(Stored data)
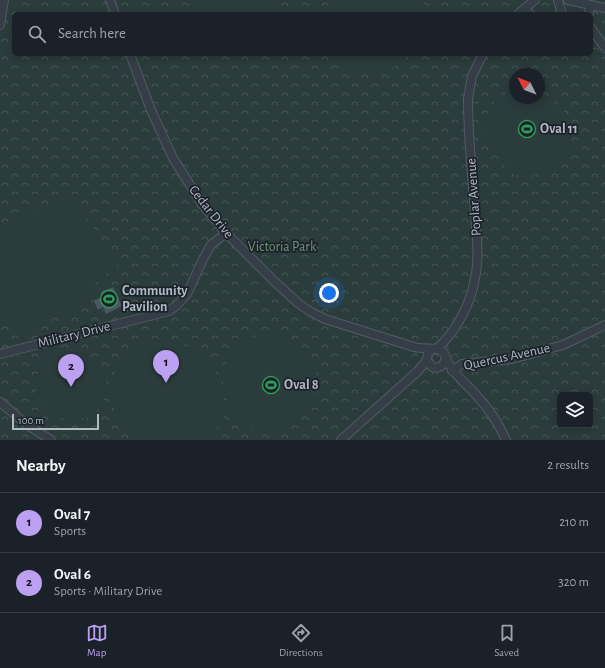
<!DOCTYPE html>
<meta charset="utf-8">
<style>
body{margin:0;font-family:"Alegreya Sans",sans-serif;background:#232930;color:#f1f3f6}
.controls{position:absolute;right:12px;bottom:12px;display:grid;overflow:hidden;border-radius:6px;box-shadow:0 2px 10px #0003}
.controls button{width:36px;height:36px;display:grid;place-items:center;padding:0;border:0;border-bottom:1px solid #383e45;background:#1a2128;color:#f1f3f6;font:20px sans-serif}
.compass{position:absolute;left:509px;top:68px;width:36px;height:36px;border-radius:50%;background:#1a2128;box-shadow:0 2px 10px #0003;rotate:312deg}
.scale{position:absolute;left:12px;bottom:10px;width:87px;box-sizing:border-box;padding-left:4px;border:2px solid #b0b8c2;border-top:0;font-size:11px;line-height:14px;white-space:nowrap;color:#b0b8c2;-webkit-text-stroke:3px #1b222a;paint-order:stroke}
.you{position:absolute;left:329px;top:293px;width:14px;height:14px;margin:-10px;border:3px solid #fff;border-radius:50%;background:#1a73e8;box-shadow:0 0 0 6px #1a73e833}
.badge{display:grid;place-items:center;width:26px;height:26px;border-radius:50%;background:#bca0f2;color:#111;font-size:13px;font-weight:700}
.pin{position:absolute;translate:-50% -33px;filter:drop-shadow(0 1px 2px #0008)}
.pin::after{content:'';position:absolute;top:21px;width:14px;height:12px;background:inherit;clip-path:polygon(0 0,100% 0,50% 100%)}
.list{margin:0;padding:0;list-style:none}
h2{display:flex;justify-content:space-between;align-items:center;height:52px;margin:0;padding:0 16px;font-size:17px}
h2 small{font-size:13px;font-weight:400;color:#9fa3a8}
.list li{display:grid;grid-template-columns:26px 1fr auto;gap:12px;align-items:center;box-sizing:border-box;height:60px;padding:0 16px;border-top:1px solid #383e45}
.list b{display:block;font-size:15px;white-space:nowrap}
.list p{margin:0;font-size:13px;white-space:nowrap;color:#9fa3a8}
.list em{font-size:13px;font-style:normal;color:#9fa3a8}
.icon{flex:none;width:22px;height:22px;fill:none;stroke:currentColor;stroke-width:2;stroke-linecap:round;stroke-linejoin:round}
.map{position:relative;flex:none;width:605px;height:440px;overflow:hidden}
.search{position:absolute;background:#1a2128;box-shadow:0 2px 10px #0003;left:12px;right:12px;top:12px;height:44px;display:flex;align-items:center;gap:10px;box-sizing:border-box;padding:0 14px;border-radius:6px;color:#9fa3a8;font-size:15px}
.sheet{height:172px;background:#1a2128}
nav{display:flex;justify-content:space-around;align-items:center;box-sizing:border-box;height:56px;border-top:1px solid #383e45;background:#1a2128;font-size:11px;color:#9fa3a8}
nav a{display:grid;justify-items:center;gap:2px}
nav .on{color:#bca0f2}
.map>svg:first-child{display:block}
.forest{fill:url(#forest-crowns);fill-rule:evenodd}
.pitch{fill:#2a3c3b}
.building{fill:#4b5661}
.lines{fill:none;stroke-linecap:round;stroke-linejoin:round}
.minor-casing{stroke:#535b63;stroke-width:10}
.minor{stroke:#353d46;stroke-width:8}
.labels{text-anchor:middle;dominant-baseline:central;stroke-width:3.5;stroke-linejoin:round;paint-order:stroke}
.poi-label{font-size:14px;font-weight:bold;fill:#b0b8c2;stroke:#1b222a;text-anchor:start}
.street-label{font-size:14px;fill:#b0b8c2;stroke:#1b222a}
.park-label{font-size:14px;fill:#719677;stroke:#1b222a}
</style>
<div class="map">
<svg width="605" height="440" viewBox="0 0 605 440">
<defs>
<pattern id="forest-crowns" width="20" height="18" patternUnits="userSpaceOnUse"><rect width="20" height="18" fill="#2a3c3b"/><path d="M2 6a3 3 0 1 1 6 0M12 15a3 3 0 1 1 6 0" fill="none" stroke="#465656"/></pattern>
</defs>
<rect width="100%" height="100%" fill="#222c35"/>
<path class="forest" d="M 0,0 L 605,0 L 605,440 L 0,440 ZM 14,14 L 591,14 L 591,54 L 14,54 ZM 515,74 L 539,74 L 539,98 L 515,98 ZM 560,395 L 590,395 L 590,425 L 560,425 Z"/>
<path class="pitch" d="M 186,0 L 280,0 L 274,14 L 198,14 L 189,5 Z
M 329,0 L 422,0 L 424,3 L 424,14 L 325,14 Z
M 336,54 L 409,54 C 387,78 357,82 336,54 Z
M 515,91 L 515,98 L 539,98 L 539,91 C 549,97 568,112 571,123 C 573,131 570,142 568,150 C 566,158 562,165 554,169 C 543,176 528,175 515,175 C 502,163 491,150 482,134 C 486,115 492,93 515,91 Z
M 67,192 L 118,265 L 95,282 L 91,290 L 83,303 L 71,311 L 59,317 L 43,319 L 18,336 L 0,310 L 0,229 L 8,221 L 21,213 L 29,210 L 42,210 Z
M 274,333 L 291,340 L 309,357 L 316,371 L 319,387 L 312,406 L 296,422 L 279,430 L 263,432 L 247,426 L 235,417 L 227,401 L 223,382 L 223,370 L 233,353 L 247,339 L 262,334 Z
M 167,339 C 211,352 228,376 223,422 L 207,438 L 202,440 L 142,440 C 125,426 116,414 107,395 L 113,375 L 121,359 L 143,345 Z
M 68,351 L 82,353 L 100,369 L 107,383 L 104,399 L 98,409 L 87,418 L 69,421 L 58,416 L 45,405 L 36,391 L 36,379 L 40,365 L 52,354 Z"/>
<path class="building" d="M 113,287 L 122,306 L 106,314 L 103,307 L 98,310 L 94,301 L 103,296 L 101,292 Z"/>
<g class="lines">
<g class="minor-casing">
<path id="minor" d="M 110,0 L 115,14
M 558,0 L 562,14
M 568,0 L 605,8
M 524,9 L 530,14
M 518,14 L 535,0
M 589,14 L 590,5
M 0,25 L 4,0
M 591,28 L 605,48
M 130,54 L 151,110 L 173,158 L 202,204 L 226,233 L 274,281 L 298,303 L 311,312 L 325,319 L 414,347 C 421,349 436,348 440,350 C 451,355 444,371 432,367 L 427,360 L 428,353 L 433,349
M 436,349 C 456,333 471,303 475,278 C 480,256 476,233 475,211 C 472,174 468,136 468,99 L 472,76 L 483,54
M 0,354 L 169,311 L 177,305 L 187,294 L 203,259 L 211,245 L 226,233
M 446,358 C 452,374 466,383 477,396 C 489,409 499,424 506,440
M 452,371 L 462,364 L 512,359 L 563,345 L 605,325
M 0,402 L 26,424 L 51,440
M 341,440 L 418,371 L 427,360"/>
</g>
<use href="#minor" class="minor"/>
</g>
<defs>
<g id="stadium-ring" transform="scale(0.9)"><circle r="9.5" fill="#1b222a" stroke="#2e9e5b" stroke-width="1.5"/><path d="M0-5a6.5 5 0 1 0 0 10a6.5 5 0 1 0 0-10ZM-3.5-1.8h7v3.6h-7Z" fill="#2e9e5b"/></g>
</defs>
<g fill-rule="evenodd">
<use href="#stadium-ring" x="527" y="129"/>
<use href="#stadium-ring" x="109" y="299"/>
<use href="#stadium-ring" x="271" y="385"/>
</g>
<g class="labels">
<g class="poi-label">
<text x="540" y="129">Oval 11</text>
<text x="122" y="291">Community<tspan x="122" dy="16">Pavilion</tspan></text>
<text x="284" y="385">Oval 8</text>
</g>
<g class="street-label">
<text transform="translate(474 197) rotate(-94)">Poplar Avenue</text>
<text transform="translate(211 212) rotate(52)">Cedar Drive</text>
<text transform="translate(74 335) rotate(-14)">Military Drive</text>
<text transform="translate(507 357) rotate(-12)">Quercus Avenue</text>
</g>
<g class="park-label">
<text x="282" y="247">Victoria Park</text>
</g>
</g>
</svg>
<div class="controls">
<button><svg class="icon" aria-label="layers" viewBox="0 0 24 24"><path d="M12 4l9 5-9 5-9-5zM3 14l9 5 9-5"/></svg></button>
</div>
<svg class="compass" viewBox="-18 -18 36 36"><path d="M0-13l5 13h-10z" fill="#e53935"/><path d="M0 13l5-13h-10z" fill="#9fa3a8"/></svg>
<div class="scale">100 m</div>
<div class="you"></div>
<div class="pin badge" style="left:166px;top:383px">1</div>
<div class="pin badge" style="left:71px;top:387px">2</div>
<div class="search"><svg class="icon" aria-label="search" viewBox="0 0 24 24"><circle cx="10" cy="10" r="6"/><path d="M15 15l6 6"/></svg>Search here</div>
</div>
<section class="sheet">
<h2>Nearby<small>2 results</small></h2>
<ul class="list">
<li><span class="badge">1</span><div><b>Oval 7</b><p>Sports</p></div><em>210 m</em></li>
<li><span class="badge">2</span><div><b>Oval 6</b><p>Sports · Military Drive</p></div><em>320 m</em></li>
</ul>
</section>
<nav>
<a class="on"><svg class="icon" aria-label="map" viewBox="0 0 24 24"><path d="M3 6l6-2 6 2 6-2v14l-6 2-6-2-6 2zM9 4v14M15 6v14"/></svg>Map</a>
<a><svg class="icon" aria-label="directions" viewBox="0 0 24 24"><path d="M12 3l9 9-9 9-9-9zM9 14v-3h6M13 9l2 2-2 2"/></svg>Directions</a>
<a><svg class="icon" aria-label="saved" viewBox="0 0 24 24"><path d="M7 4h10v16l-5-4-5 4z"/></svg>Saved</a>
</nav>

## TO DO
Which lines above hold the string "button"? Copy each of them.

## ANSWER TO THE PROBLEM
.controls button{width:36px;height:36px;display:grid;place-items:center;padding:0;border:0;border-bottom:1px solid #383e45;background:#1a2128;color:#f1f3f6;font:20px sans-serif}
<button><svg class="icon" aria-label="layers" viewBox="0 0 24 24"><path d="M12 4l9 5-9 5-9-5zM3 14l9 5 9-5"/></svg></button>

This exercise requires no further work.